*EXERCISE REQUIREMENTS*
In the entries that follow, find every line containing "lines" and copy it.

*MATERIAL TO PROCESS*

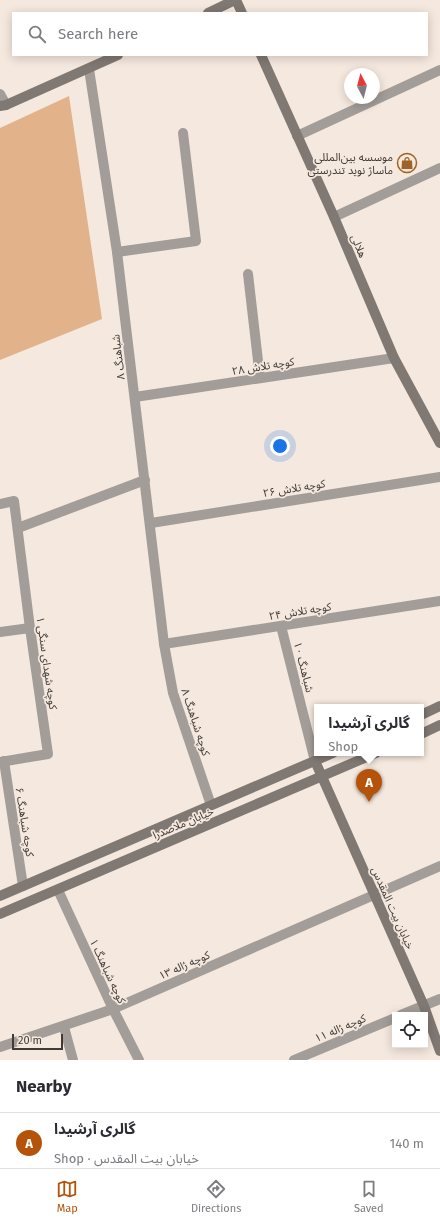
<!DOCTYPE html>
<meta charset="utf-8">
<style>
body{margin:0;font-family:"Fira Sans","Noto Sans Arabic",sans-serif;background:#f7f7f7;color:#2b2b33}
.controls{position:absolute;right:12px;bottom:12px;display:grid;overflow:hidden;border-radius:0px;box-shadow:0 2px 10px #0003}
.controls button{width:36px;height:36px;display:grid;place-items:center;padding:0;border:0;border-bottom:1px solid #e1e1e2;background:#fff;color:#2b2b33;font:20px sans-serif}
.compass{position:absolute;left:344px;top:68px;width:36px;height:36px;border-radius:50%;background:#fff;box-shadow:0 2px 10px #0003;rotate:353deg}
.scale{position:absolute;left:12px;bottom:10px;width:51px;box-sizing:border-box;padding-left:4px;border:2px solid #403b37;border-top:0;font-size:11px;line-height:14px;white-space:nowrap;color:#403b37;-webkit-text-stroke:3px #f5e8de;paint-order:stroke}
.you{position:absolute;left:280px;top:446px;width:14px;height:14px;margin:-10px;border:3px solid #fff;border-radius:50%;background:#1a73e8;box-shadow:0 0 0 6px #1a73e833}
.badge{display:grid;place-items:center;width:26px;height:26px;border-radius:50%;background:#b45309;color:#fff;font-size:13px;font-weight:700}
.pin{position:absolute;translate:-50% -33px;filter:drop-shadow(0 1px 2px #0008)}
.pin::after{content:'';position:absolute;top:21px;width:14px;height:12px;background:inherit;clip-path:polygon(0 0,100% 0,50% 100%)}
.popup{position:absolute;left:314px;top:704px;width:110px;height:52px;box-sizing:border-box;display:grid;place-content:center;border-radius:0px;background:#fff;filter:drop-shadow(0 1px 3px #0005);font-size:13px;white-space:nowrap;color:#7c7c81}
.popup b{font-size:15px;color:#2b2b33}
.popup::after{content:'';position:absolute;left:50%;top:100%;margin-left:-8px;border:8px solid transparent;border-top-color:#fff}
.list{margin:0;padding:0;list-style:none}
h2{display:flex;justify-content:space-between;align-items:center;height:52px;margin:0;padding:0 16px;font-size:17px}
h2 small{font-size:13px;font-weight:400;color:#7c7c81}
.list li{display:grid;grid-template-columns:26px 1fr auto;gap:12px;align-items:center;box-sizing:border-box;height:56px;padding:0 16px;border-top:1px solid #e1e1e2}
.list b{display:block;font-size:15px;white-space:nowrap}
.list p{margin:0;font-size:13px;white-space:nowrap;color:#7c7c81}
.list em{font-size:13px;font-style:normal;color:#7c7c81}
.icon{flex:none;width:22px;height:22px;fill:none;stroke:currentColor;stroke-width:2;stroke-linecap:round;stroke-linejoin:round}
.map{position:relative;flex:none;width:440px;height:1060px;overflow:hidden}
.search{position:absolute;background:#fff;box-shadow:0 2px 10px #0003;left:12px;right:12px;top:12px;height:44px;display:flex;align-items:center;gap:10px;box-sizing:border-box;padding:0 14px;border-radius:0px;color:#7c7c81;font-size:15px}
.sheet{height:108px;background:#fff}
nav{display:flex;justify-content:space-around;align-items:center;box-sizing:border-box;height:56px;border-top:1px solid #e1e1e2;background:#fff;font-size:11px;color:#7c7c81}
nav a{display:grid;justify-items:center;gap:2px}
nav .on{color:#b45309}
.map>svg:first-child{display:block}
.green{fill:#e2b38b}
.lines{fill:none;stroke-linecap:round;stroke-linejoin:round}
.street{stroke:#a39d99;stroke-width:10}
.secondary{stroke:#807872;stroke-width:10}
.labels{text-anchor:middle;stroke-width:3.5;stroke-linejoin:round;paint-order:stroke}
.poi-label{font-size:11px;fill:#403b37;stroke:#f5e8de;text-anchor:end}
.street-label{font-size:11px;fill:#403b37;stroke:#f5e8de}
</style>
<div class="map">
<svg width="440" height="1060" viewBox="0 0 440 1060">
<rect width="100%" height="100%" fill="#f5e8de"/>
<polygon class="green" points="69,96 102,319 0,360 0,128"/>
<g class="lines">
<g class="street">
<polyline points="89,69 117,252 164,644 173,693 211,805"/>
<polyline points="0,94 6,105"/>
<polyline points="297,136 440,70"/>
<polyline points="334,217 440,168"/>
<polyline points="117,252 196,241 183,133"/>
<polyline points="248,274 260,378"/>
<polyline points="135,397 394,358"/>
<polyline points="0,504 14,501 30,628 48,754 0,762"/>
<polyline points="151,523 440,477"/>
<polyline points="18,528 145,480"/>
<polyline points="281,626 315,761"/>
<polyline points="0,632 30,628"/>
<polyline points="164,644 440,601"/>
<polyline points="4,761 23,886"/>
<polyline points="58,890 113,1009 139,1060"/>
<polyline points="401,1015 440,999"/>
<polyline points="64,1027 73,1060"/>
<polyline points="0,1047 113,1009 440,866"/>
<polyline points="294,1060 395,1018"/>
</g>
<g class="secondary">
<polyline points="236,0 242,13"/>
<polyline points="208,13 235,0"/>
<polyline points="261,55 334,217 394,358 440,443"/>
<polyline points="0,106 6,105 118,55"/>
<polyline points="421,715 440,706"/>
<polyline points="421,734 440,725"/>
<polyline points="315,761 424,1006 440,1051"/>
<polyline points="0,896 333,753"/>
<polyline points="0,914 376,753"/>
</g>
</g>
<defs>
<g id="shop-ring" transform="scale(1)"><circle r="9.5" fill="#f5e8de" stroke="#a06327" stroke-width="1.5"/><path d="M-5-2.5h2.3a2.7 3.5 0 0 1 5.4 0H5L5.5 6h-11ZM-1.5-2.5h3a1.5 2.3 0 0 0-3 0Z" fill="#a06327"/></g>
</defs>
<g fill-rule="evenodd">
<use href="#shop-ring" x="407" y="163"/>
</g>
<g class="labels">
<g class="poi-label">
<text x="393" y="161">موسسه بین‌المللی<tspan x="393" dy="13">ماساژ نوید تندرستی</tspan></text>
</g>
<g class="street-label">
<text transform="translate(359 246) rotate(67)" y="4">هلالی</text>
<text transform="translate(118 357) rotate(-97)" y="4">شباهنگ ۸</text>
<text transform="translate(263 366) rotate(-9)" y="4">کوچه تلاش ۲۸</text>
<text transform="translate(294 488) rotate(-9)" y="4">کوچه تلاش ۲۶</text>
<text transform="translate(300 611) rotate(-9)" y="4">کوچه تلاش ۲۴</text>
<text transform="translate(47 663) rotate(82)" y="4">کوچه شهدای سنگی ۱</text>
<text transform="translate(304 667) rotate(76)" y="4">شباهنگ ۱۰</text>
<text transform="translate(196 722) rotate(72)" y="4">کوچه شباهنگ ۸</text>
<text transform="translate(25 822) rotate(81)" y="4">کوچه شباهنگ ۶</text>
<text transform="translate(183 823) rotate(-23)" y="4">خیابان ملاصدرا</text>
<text transform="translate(393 908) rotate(66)" y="4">خیابان بیت المقدس</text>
<text transform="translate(184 965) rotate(-24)" y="4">کوچه ژاله ۱۳</text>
<text transform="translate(108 971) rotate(65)" y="4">کوچه شباهنگ ۱</text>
<text transform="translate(340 1028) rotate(-23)" y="4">کوچه ژاله ۱۱</text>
</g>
</g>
</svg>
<div class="controls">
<button><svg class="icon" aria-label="locate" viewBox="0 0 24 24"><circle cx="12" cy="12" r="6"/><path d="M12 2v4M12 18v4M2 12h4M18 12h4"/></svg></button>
</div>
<svg class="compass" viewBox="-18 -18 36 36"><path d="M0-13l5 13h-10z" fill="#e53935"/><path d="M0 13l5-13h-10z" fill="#7c7c81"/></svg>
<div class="scale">20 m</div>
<div class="you"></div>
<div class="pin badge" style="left:369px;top:802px">A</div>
<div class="popup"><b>گالری آرشیدا</b>Shop</div>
<div class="search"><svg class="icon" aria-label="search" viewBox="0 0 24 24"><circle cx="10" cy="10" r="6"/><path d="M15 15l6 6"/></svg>Search here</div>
</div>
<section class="sheet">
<h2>Nearby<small></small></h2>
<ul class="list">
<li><span class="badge">A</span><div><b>گالری آرشیدا</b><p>Shop · خیابان بیت المقدس</p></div><em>140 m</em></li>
</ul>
</section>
<nav>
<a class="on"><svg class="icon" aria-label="map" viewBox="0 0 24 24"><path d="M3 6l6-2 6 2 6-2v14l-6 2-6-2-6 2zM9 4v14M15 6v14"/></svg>Map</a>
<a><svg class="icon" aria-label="directions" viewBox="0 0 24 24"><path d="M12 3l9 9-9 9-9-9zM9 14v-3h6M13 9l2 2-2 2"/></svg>Directions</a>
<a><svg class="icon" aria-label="saved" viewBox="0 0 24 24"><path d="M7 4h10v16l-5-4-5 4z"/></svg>Saved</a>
</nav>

*REPLY*
.lines{fill:none;stroke-linecap:round;stroke-linejoin:round}
<g class="lines">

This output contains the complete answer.